## EXERCISE GOAL
Where does the string "service" occur in the records below? Copy every line that holds it.

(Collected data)
==============================

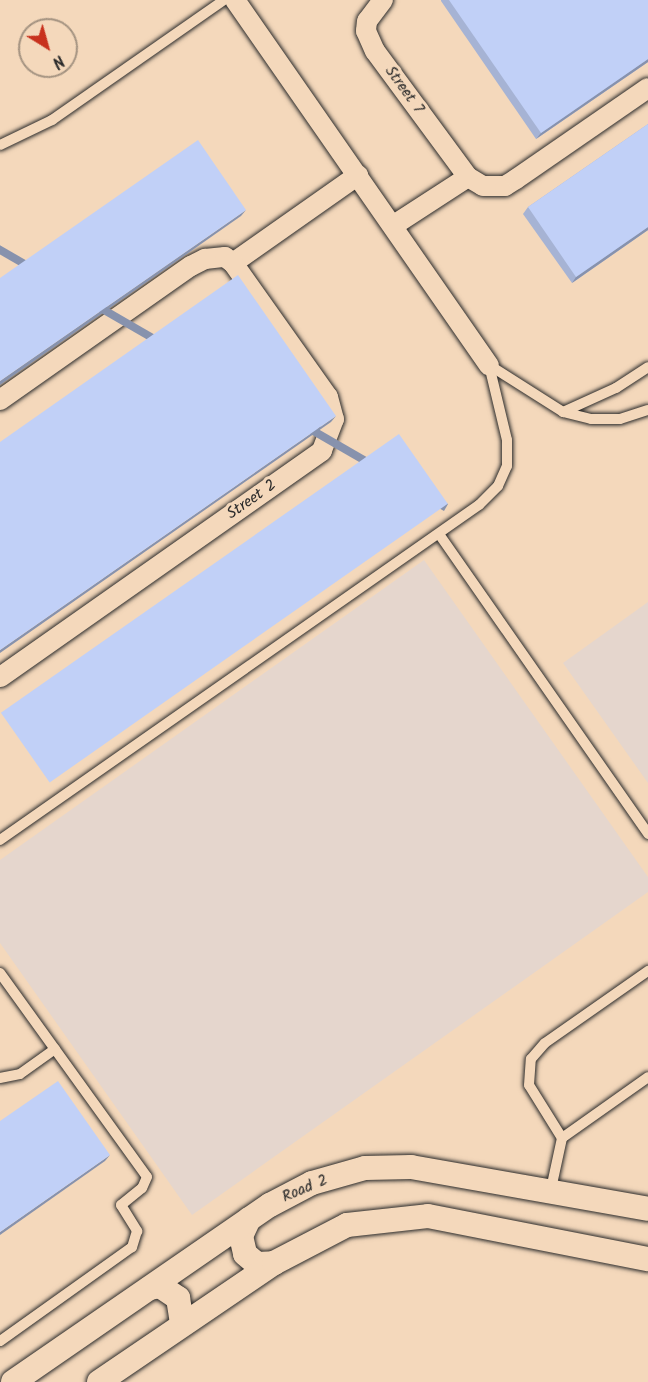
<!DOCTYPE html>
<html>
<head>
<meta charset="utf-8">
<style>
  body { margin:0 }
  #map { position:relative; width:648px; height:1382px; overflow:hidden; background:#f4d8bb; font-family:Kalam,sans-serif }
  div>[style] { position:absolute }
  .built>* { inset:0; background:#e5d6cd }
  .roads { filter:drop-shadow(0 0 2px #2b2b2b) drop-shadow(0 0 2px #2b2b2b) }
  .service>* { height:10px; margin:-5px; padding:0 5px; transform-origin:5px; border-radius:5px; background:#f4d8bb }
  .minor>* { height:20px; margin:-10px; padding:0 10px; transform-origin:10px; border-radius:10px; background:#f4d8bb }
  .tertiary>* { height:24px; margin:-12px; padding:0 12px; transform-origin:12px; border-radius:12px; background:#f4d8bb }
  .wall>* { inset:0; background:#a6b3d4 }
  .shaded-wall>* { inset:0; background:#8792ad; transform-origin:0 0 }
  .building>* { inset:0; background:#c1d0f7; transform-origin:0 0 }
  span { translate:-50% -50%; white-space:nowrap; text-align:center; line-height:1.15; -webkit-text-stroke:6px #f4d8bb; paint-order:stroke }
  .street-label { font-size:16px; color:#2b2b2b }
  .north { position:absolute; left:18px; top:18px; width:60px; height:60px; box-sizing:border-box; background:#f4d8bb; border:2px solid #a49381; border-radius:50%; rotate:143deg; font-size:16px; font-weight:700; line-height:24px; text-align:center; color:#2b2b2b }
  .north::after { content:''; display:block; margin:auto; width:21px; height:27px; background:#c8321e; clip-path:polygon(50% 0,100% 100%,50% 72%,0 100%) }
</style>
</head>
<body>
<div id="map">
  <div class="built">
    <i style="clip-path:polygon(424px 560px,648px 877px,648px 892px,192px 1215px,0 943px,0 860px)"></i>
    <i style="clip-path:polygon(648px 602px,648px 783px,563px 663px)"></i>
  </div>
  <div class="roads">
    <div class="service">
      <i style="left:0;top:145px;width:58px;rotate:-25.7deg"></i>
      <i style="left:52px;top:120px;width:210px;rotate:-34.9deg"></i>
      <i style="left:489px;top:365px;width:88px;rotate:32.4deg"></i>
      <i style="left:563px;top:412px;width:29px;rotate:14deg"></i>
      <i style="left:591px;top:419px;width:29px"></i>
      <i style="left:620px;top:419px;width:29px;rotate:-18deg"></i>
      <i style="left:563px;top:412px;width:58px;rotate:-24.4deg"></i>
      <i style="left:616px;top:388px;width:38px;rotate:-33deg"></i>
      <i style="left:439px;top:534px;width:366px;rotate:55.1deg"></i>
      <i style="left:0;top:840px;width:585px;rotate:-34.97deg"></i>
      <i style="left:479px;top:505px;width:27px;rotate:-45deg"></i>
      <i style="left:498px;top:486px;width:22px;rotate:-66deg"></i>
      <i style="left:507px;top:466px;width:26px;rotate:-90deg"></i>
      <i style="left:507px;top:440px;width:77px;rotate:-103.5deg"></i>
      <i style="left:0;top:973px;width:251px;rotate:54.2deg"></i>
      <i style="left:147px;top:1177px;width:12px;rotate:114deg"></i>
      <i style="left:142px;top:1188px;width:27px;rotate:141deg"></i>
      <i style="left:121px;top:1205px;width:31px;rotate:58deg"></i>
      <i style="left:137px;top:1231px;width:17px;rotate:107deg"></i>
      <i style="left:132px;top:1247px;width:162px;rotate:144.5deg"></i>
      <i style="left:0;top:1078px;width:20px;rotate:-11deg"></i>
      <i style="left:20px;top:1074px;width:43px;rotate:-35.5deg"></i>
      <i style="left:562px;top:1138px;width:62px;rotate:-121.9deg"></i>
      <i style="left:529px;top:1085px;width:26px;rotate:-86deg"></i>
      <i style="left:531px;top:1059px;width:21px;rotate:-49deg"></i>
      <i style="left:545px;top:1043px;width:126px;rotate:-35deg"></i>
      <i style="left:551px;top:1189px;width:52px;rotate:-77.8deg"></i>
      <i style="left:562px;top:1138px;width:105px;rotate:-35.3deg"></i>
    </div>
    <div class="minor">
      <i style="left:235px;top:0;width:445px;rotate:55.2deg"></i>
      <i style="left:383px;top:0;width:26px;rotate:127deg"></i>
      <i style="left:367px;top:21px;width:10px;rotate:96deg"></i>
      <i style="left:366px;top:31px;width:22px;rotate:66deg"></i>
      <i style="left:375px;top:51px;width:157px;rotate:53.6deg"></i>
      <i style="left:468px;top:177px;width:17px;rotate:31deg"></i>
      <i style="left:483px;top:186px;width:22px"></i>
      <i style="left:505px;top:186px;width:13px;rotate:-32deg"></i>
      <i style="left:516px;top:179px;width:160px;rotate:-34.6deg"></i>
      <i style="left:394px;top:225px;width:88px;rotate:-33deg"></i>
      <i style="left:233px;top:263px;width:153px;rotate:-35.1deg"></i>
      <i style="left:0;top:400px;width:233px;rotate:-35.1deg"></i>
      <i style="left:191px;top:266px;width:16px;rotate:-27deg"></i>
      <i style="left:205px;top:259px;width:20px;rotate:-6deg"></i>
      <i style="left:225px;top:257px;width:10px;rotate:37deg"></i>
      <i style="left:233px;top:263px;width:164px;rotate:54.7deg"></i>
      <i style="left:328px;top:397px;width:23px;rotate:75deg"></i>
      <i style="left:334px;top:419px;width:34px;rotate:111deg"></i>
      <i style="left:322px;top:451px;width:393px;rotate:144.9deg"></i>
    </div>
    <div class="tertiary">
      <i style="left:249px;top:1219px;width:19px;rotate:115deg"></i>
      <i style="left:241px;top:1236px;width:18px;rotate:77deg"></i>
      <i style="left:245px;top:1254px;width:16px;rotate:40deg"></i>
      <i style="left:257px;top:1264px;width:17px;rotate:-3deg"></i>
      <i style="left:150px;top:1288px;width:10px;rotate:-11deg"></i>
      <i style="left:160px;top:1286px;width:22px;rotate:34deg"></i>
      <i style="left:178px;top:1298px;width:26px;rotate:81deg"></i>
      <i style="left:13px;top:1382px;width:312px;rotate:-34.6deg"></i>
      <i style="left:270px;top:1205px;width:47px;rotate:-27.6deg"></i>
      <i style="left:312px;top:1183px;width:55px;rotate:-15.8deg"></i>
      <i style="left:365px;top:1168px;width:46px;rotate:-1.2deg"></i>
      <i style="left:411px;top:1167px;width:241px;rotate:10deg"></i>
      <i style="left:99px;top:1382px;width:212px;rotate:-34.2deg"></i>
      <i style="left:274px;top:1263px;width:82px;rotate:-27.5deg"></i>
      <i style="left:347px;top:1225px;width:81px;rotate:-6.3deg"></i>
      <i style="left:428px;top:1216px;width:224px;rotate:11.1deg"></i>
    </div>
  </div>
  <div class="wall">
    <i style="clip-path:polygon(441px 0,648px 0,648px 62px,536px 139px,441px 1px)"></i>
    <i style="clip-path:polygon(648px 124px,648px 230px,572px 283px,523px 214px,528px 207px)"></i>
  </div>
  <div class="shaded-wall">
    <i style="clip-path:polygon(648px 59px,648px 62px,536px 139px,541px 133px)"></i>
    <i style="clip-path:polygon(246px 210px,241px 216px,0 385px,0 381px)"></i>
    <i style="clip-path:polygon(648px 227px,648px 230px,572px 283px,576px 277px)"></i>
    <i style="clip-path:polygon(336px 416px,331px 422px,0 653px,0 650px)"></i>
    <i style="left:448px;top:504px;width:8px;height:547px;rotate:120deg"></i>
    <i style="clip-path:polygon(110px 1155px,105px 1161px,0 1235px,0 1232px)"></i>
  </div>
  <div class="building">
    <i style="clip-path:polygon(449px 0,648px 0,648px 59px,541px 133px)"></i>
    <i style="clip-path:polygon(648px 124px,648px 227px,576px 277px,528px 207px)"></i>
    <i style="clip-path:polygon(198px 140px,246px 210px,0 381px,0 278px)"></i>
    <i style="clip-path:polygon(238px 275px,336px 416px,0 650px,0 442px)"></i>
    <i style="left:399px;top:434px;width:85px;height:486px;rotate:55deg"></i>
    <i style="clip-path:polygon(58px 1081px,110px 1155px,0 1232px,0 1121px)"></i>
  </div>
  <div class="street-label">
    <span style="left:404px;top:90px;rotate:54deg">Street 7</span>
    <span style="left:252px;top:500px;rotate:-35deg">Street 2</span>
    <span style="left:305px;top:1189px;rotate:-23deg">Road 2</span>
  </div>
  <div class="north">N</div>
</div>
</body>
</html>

==============================

## EXERCISE OUTPUT
  .service>* { height:10px; margin:-5px; padding:0 5px; transform-origin:5px; border-radius:5px; background:#f4d8bb }
    <div class="service">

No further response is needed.